Dengan gesit, bahkan tak kupedulikan dengan bungkusan yang bertumpuk di dekat dinding anak tangga. Langkahku mengguyur ruangan sampai ke ambang pintu. Rasa cemas, kesal, dan entah apa lagi yang kurasakan saat ini menjadi hampa.

Tangan dan kakiku kompak untuk menemui seseorang, mengunci pintu rapat. Pikiranku sedang kacau, sehingga berakhirlah pada ingatan yang terjadi pada perjanjian nomor dua. Mataku mencelang dan terpaku mematung.

"Oh, tidak! Gue gegabah lagi," gelisahku menepuk kening. Akhirnya tubuhku sadar, hingga harus berbalik untuk tertuju pada pintu rumah.

Ternyata, kemarahanku melupakan sesuatu yang penting. Aku tidak ingin rugi sepeser pun hanya karena aku melakukan kesalahan kecil. Padahal, ada banyak yang harus aku selidiki. Kemudian, kaki ini melangkah dan meninggalkan halaman depan.
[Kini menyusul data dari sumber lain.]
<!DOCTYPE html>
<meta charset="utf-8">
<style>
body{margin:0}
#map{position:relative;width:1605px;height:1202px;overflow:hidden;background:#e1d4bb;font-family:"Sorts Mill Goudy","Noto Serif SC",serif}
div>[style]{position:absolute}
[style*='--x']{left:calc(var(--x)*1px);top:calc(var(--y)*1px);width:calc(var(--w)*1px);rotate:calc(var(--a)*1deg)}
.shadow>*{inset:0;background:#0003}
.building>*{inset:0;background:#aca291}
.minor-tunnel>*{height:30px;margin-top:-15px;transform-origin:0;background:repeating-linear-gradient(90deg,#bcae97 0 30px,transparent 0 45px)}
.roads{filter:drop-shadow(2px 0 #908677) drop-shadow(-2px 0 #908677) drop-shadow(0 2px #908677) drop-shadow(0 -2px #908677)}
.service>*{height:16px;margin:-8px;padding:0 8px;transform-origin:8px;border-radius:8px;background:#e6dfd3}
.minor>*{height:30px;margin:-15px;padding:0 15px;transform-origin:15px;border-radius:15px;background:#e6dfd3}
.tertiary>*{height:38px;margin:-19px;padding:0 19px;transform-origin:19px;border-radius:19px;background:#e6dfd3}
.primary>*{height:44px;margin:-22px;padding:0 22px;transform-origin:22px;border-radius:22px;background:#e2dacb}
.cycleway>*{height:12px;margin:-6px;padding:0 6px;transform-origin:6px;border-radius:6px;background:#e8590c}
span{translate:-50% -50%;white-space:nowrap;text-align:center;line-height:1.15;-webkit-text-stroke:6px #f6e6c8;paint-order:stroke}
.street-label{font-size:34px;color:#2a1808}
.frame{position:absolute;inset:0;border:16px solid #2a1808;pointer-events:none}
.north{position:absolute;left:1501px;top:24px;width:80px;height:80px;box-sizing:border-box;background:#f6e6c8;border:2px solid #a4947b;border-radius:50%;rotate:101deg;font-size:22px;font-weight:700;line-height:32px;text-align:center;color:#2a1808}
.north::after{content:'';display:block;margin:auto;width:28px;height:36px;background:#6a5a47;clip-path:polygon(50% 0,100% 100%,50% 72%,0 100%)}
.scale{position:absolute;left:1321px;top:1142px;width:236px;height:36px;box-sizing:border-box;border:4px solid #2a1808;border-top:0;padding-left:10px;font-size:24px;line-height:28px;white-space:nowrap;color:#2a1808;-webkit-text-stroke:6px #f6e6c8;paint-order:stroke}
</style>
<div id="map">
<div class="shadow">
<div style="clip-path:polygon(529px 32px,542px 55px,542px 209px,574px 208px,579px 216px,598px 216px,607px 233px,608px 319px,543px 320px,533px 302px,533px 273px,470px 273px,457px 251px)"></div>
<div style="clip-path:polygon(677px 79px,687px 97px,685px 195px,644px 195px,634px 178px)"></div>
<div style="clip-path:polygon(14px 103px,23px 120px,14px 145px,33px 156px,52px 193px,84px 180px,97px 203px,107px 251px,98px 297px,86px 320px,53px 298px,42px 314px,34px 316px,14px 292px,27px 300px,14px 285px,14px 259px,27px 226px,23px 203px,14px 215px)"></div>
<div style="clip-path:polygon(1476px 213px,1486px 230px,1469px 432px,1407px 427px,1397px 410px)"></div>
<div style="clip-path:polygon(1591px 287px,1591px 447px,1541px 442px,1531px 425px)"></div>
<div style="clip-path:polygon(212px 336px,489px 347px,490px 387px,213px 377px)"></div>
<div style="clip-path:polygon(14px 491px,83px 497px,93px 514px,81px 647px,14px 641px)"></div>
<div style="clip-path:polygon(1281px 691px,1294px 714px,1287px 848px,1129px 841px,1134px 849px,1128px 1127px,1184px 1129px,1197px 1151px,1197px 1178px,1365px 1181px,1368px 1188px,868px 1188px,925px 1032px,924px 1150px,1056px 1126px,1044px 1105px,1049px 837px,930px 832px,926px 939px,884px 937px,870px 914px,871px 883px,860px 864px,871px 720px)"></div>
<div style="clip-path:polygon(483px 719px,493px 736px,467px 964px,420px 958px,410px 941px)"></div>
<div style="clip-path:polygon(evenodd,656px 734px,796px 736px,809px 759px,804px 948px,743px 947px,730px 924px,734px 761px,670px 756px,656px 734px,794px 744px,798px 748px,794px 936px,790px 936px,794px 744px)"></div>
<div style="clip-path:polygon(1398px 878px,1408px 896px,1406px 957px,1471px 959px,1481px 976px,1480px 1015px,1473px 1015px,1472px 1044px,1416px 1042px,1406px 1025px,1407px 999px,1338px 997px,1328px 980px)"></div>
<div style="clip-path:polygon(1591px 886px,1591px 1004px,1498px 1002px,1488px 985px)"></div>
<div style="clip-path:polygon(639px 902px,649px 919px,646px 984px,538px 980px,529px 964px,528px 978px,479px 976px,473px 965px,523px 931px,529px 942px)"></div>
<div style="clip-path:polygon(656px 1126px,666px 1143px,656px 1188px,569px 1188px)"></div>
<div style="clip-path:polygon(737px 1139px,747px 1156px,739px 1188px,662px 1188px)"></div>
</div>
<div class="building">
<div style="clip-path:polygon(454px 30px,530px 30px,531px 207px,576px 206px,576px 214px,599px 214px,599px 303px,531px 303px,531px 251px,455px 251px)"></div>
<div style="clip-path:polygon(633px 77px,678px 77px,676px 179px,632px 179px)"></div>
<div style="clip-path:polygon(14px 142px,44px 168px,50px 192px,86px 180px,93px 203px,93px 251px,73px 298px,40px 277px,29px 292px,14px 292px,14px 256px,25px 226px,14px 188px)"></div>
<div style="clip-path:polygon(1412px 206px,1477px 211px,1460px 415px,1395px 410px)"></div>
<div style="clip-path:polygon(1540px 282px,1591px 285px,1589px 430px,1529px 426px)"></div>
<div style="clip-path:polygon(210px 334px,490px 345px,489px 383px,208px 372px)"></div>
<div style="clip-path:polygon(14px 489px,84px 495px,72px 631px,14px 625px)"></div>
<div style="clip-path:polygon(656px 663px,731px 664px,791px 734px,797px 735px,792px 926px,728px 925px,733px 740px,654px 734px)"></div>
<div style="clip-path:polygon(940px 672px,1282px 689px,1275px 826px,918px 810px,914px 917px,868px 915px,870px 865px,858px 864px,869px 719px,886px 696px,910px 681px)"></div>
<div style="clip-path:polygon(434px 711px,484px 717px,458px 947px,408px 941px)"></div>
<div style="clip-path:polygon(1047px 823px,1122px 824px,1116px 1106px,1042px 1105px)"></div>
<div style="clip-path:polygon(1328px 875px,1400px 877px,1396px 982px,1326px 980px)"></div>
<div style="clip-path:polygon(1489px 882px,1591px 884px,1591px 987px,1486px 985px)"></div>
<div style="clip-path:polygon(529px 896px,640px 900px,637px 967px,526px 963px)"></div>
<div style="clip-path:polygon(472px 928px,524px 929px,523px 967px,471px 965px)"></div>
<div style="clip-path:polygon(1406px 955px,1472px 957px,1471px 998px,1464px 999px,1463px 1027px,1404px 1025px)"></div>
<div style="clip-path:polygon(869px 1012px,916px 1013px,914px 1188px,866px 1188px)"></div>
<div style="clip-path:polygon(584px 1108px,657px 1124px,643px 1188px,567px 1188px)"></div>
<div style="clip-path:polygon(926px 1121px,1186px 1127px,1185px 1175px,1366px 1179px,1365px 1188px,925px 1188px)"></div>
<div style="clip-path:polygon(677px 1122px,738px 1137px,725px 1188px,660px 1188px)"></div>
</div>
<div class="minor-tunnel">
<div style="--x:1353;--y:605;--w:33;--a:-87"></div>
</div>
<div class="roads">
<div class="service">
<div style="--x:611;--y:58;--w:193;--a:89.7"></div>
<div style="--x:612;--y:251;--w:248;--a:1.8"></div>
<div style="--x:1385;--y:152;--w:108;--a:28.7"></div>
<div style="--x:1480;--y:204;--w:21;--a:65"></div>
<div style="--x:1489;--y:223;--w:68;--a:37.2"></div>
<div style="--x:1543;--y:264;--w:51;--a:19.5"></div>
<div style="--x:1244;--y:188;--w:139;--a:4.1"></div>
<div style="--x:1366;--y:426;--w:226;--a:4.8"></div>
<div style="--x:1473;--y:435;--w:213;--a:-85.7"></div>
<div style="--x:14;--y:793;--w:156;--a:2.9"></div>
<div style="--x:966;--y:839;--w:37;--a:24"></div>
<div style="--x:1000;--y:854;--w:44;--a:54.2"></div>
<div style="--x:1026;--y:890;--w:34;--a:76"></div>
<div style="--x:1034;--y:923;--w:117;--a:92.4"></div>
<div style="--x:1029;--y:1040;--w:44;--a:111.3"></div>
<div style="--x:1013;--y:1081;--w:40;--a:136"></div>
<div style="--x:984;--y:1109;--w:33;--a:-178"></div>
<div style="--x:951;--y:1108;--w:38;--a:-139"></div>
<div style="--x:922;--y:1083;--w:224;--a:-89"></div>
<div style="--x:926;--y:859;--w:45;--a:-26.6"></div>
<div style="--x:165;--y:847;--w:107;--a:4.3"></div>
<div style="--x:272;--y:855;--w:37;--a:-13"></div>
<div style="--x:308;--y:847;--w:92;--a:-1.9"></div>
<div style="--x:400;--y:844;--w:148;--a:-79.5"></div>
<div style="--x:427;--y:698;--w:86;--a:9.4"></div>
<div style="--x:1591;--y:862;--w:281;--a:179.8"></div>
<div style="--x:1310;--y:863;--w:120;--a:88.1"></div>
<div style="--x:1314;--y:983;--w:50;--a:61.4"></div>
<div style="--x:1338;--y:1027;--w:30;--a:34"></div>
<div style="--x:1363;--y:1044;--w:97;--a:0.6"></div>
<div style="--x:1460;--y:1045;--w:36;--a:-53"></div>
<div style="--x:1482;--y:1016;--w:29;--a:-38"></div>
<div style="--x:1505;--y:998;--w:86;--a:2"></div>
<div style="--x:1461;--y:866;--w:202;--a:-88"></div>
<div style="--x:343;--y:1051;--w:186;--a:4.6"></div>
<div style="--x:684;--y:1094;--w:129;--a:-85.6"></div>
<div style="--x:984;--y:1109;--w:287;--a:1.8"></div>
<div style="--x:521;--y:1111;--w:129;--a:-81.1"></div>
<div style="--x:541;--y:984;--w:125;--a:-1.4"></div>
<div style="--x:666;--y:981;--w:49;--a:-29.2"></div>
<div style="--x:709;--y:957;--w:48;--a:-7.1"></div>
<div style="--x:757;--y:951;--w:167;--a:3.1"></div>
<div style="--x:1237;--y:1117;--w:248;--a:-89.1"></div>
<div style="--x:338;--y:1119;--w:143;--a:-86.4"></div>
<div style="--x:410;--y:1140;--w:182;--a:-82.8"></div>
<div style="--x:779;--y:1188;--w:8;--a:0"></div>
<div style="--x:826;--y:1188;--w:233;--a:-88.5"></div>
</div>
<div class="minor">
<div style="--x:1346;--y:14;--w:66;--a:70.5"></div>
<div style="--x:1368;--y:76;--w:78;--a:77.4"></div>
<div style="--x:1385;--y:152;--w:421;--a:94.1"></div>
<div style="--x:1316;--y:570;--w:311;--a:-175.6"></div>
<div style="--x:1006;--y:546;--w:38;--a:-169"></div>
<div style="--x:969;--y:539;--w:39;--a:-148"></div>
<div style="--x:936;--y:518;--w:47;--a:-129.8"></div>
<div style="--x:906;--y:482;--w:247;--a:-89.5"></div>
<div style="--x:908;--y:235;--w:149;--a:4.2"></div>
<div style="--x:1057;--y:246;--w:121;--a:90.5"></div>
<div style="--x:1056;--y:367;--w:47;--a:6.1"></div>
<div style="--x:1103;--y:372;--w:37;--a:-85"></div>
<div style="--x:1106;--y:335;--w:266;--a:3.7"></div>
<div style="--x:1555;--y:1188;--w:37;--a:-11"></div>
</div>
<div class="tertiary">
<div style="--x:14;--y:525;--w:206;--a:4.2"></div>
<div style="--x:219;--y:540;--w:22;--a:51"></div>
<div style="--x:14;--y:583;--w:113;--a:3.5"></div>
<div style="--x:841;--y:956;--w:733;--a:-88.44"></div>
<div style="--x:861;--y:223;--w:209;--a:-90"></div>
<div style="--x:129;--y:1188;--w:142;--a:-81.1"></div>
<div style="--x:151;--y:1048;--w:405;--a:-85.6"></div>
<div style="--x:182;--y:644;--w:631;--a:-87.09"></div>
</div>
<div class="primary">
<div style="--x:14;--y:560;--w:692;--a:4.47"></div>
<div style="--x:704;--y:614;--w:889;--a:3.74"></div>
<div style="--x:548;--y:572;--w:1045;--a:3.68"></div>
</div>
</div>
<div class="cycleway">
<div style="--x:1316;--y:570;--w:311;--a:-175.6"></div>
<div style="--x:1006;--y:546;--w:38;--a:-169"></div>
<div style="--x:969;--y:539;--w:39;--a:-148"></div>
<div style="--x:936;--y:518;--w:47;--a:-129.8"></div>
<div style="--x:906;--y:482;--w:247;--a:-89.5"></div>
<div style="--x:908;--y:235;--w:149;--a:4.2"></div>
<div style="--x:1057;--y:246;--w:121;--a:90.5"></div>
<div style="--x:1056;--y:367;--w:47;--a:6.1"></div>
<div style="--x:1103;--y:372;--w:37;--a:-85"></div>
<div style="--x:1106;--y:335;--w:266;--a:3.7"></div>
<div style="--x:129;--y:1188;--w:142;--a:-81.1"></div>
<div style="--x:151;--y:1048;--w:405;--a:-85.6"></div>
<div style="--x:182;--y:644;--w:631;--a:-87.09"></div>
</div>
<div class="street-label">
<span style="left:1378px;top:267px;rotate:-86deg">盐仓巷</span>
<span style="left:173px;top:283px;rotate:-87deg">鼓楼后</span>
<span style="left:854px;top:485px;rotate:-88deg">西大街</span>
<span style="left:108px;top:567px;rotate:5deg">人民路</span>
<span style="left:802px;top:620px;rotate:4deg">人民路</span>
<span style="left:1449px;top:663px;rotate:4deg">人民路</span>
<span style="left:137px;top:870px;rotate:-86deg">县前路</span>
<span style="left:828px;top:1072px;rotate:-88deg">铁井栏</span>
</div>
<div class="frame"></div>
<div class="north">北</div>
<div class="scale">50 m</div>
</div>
Di tengah, mataku meraba penglihatan dengan mengangkat kedua tangan untuk ditatap nyata. "Gue harus bertindak, mungkin suatu hari nanti."

Sedikit menelengkan kepala, "Dari mana dia tahu gue selama ini? Lagian, dia juga nggak semudah itu kan nidurin cewek sembarangan. Gue jadi penasaran alias mau cari tahu." Mataku perlahan naik ke depan jalan. Kosong.

***

Ini masih terlalu siang, sebuah mobil sedan berhenti di tepi pusat perbelanjaan. Seorang wanita pernampilan gaun mini sangat ketat, dengan bodi aduhai keluar dari dalam mobil tersebut. Kacamata hitam kecokelatan, dilepasnya lalu menjejal kacamata itu ke dalam tas kecil. Sepatu hak tinggi dua belas sentimeter menemani langkahnya untuk memasuki supermarket. Tanpa peduli ada seseorang yang siap menerkam.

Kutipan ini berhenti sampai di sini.